This is the one which all visitors should see, not only because of its excellently designed architecture, but because the priest in charge, i.e. the Imam Mahmut Sevket Gazi, is a scholarly man, well versed in the Koran, can read the old Turkish script on the tombs and is always willing to be one’s guide. The writer is very much obliged to him for not only explaining the main aspects of Islam but for allowing me to be present at the noon-day prayer meeting.
The Arabahmet Mosque is at the northern end of Victoria Street, and west of Sarayönü (Atatürk Square). The view picture shows the simplicity of design, and the intermingling of typical Mediterranean trees and shrubs adds to its beauty. The whole place is well looked after and used by the faithful every day.

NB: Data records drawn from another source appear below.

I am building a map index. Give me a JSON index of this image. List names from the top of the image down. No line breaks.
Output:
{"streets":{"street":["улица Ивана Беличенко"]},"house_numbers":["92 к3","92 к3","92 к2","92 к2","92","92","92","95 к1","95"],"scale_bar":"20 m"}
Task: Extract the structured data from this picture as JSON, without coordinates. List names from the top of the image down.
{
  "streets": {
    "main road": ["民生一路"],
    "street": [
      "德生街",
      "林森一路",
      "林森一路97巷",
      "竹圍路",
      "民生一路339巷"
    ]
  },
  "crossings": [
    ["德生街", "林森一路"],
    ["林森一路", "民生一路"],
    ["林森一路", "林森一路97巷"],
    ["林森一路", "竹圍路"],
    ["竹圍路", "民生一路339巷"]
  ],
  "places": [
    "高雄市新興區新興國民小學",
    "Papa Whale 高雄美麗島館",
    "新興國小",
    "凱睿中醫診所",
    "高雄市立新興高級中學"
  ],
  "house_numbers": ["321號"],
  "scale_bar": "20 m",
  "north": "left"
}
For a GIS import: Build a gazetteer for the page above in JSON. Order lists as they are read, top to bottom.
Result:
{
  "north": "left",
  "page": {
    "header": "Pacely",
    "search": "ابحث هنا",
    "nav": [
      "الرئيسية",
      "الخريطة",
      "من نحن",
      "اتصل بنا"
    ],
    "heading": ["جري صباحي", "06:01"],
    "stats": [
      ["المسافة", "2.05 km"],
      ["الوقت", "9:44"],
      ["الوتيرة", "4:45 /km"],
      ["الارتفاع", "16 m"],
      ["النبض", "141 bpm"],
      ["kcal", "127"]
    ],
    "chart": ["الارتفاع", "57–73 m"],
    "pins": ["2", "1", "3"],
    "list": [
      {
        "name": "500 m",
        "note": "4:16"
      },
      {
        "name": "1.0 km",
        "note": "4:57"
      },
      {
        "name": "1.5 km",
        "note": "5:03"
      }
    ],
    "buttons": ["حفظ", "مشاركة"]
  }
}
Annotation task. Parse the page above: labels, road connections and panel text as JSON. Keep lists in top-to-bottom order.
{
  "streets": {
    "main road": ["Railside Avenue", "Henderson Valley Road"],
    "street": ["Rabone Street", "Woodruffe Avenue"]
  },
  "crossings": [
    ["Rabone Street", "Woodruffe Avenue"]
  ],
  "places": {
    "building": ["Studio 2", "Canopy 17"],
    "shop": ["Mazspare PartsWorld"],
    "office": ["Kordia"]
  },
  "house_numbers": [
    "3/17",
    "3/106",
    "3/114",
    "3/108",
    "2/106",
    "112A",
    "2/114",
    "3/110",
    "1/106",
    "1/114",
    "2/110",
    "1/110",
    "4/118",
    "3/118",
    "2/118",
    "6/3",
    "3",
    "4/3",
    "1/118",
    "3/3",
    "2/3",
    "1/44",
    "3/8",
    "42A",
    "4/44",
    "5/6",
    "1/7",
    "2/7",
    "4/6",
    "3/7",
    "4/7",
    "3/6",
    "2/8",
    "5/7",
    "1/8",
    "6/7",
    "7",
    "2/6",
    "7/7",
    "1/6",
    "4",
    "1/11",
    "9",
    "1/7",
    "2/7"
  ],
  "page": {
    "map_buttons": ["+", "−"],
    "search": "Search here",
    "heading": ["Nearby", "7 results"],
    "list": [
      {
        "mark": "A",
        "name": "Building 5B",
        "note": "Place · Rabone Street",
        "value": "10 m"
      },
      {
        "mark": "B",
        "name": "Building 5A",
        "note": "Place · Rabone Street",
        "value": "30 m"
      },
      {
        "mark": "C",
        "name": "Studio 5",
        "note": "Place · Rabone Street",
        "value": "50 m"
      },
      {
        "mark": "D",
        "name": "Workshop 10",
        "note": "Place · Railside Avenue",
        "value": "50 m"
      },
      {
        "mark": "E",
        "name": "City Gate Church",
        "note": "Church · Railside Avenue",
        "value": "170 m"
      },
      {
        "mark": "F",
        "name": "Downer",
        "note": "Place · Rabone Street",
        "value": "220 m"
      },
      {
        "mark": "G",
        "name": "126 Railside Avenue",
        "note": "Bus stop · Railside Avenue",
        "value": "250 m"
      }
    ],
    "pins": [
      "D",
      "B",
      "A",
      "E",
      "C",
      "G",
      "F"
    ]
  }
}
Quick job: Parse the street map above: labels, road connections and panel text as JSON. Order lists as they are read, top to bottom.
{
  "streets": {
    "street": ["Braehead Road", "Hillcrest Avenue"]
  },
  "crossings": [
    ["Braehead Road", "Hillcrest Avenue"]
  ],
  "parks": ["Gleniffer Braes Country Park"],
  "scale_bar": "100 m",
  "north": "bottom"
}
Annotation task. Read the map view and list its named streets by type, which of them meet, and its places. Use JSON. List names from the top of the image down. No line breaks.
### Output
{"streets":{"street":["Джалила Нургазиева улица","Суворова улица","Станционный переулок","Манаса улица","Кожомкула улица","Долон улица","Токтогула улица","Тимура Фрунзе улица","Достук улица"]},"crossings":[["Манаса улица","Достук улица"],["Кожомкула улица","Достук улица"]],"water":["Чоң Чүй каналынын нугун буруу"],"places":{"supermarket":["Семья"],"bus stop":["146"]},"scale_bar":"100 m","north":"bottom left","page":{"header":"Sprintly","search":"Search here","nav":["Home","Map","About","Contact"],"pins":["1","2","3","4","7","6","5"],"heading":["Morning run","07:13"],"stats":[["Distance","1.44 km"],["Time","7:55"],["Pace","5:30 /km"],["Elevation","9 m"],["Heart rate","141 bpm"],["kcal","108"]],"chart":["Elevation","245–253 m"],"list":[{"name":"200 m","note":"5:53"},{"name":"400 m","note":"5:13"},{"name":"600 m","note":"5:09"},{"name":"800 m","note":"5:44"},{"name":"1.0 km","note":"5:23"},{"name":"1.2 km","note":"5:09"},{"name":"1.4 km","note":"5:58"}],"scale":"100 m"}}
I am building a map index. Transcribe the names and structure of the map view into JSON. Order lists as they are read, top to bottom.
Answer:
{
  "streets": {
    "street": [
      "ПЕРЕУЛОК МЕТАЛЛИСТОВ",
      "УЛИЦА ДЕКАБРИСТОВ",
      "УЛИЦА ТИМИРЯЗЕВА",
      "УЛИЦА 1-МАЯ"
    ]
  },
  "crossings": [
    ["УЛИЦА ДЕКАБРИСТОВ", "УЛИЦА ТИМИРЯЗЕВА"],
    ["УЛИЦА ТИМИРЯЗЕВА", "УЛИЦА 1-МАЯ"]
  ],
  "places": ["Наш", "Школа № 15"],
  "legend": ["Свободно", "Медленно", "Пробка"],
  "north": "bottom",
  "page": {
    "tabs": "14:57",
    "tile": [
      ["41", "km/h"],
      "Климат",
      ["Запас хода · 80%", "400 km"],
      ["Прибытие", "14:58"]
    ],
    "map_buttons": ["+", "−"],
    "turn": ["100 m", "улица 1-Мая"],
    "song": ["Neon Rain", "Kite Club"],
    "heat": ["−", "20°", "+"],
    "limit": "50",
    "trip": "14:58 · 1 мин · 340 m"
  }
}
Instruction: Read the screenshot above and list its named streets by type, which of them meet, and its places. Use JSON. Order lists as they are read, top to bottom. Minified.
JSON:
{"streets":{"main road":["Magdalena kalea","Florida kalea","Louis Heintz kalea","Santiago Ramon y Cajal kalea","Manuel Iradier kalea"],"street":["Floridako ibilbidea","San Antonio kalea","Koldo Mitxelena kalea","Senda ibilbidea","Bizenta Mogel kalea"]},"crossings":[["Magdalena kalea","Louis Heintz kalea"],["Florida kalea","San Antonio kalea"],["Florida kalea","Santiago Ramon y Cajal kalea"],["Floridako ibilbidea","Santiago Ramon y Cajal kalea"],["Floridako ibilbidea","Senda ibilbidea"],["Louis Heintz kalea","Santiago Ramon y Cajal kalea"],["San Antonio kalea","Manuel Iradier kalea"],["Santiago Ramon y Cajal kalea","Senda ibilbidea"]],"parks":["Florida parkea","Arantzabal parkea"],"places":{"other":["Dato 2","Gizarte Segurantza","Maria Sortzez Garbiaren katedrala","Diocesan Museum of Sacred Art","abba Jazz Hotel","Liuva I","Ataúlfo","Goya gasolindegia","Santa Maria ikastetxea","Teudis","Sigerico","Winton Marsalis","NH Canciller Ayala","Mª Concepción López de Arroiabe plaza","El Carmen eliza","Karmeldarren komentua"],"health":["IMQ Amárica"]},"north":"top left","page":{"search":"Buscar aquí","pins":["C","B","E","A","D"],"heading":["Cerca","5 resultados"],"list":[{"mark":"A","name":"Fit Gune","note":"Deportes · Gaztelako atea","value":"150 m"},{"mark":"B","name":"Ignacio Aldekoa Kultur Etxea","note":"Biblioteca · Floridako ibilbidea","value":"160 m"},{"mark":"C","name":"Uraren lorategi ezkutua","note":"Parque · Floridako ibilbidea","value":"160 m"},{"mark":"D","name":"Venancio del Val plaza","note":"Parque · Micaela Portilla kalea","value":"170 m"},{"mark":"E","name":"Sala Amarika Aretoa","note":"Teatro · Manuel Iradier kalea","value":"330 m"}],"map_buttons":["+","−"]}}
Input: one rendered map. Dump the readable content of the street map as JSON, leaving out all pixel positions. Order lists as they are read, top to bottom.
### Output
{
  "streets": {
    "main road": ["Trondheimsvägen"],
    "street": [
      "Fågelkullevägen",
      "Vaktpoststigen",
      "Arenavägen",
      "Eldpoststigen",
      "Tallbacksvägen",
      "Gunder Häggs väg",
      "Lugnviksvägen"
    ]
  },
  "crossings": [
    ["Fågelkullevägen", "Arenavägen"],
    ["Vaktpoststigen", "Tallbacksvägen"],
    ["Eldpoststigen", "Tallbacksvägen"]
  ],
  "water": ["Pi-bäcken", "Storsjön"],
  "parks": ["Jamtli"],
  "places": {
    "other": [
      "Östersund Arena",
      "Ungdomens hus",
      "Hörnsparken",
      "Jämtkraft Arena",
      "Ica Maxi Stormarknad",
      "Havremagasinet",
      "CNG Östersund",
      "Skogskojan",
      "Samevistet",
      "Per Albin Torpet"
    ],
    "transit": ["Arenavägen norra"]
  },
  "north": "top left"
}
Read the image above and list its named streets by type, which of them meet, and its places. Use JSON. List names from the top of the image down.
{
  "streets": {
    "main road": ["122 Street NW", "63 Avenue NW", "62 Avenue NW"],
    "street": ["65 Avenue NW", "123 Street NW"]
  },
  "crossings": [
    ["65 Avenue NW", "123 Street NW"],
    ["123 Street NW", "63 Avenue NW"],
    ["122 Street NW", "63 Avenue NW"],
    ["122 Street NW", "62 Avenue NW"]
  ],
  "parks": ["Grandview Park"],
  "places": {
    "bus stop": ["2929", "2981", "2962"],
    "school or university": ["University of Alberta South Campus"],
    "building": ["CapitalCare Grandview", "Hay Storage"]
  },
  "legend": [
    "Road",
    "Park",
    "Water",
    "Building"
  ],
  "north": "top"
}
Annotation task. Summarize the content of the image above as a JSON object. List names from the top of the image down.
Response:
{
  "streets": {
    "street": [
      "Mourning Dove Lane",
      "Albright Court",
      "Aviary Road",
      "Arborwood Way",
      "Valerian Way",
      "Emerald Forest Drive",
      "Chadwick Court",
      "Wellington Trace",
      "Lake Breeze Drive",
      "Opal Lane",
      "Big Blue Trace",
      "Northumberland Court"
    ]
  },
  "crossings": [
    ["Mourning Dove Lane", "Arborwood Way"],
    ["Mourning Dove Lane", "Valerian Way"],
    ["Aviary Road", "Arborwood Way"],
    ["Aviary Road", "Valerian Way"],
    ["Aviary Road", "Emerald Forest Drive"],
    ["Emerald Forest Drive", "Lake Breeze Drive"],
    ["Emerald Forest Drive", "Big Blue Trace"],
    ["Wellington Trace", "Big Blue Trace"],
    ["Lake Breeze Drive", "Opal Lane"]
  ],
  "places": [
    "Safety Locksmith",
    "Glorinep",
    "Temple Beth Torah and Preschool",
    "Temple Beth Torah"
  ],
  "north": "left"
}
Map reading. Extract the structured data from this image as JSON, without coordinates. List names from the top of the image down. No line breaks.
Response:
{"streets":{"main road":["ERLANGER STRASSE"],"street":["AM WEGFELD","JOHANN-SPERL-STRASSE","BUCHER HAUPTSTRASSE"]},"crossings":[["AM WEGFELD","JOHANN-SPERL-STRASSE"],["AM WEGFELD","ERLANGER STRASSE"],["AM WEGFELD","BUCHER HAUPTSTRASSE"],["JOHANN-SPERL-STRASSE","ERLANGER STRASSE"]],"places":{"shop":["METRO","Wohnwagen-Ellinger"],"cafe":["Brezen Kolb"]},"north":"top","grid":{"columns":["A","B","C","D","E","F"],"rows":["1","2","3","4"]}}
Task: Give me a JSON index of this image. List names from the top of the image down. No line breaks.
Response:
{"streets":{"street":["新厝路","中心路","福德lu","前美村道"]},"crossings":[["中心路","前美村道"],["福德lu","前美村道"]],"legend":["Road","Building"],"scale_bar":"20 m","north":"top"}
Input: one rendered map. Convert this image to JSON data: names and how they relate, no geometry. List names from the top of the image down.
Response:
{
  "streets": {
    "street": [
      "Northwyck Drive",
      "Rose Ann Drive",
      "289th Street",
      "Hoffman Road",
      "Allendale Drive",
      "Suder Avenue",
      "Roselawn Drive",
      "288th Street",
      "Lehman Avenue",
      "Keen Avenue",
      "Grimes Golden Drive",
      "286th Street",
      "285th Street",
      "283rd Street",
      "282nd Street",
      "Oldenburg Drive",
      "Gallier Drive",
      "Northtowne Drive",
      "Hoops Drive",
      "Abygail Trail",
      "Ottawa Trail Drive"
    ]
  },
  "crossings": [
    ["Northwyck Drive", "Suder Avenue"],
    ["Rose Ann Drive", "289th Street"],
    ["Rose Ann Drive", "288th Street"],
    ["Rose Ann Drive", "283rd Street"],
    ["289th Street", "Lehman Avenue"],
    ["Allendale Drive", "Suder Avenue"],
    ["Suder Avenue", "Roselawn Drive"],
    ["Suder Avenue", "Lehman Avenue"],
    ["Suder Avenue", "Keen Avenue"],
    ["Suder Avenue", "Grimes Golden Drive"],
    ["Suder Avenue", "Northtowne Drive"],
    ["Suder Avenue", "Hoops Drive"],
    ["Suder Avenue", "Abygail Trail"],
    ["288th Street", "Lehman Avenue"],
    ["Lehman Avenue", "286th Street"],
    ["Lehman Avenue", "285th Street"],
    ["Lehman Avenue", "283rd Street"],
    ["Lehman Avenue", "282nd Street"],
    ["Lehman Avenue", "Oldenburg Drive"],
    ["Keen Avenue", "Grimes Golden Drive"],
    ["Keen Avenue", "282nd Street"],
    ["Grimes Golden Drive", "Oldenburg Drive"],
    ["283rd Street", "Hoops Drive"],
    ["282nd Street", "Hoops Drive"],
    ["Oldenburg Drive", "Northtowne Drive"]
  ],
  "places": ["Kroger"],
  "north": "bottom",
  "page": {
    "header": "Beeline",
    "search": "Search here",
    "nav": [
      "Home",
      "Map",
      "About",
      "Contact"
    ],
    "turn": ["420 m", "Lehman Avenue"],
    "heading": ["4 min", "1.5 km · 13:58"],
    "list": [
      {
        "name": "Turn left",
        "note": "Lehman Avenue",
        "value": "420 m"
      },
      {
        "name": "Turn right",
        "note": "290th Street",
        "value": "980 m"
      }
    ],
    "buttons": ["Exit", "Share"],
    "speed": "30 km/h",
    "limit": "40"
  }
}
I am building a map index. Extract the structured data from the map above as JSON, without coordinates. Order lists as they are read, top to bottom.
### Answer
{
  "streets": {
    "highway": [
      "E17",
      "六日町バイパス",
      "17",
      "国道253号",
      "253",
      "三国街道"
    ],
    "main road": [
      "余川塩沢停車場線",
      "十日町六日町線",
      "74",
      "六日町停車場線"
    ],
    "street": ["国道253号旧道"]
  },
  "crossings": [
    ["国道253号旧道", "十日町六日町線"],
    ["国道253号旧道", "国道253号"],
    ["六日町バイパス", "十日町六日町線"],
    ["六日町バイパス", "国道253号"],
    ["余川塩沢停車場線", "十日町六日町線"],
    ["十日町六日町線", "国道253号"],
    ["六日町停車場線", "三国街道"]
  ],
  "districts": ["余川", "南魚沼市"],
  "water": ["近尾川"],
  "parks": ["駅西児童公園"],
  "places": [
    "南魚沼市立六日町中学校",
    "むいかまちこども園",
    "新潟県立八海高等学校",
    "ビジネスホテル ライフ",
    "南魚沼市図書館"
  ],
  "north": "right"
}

The most important place inside the mosque is the Mihrab, which is always placed in its relation to Mecca and for both Cyprus and Turkey, that is the south. It is at the Mihrab that the imam leads the Moslems in prayer, where he stands with his back to the people. Steps nearby lead up to a kind of canopied pulpit, where on Fridays and Bayram festivals the imam faces the people and delivers an oration. This part of the mosque is called the Minber. The man who invites Moslems to prayer from the minaret is the Muezzin, five times a day, but these vary with the times of sunrise and sunset.
You will always see a clock near the Mihrab and the one here is an antique grandfather clock that would fetch £500 in an antique sale in London, but let us keep it here in its rightful place. There are no images of people or animals, either as pictures or as carvings. This is because the Moslem idea of God is not a person. If he were, then he must have had a father and mother. Nor do we see anywhere a portrait of the prophet Mohammed.
Islam teaches cleanliness in the holy place, in the presence of God, and so all mosques have washing places outside; you must not take dirt into the mosque with your shoes, and they are left outside the porch.
The colour of Islam is green, hence the furniture is usually painted in this colour. In the desert countries of the Middle Cast, green is for paradise- for by hard work you can make the red-brown desert productive with water and it becomes green. Thus productivity and industriousness are two other aspects of Islam.
When a prayer meeting is in progress, beads are used for counting the prayer repetitions and the whole session lasts about half an hour.
The Islam calendar dates from the flight of Mohammed from Mecca to Medina which occurred in 622 A.D. but the years are not based on the sun but on the waxing and waning of the moon. It is a lunar calendar, so it is not easy to arrive at, the Moslem equivalent of the present year 1979 which 1 understand is 1357.
For Christian visitors to Nicosia it is essential to understand the main features of the Islamic religion in order to appreciate various mosques.
The external features of the Arabahmet mosque typify the simplicity of design used in all mosques in the Middle East. We see hardly any stone carving or ornamentation, except for the Minaret. Most minarets have a balcony for the muezzin near the top where he can call out over the rooftops of the town houses. Immediately below this balcony, the supporting brackets are often richly carved and resemble the stalactites one sees in a limestone cave. Hence the name given to this style is stalactitic and it can be seen on the minaret in fig. 15. The Arabahmet mosque is not an ancient monument yet, as it dates only from 1845.
The remaining mosques are rather insignificant, and one, the Sarayönü near Atatürk Square, is engulfed by the high-rise buildings close by.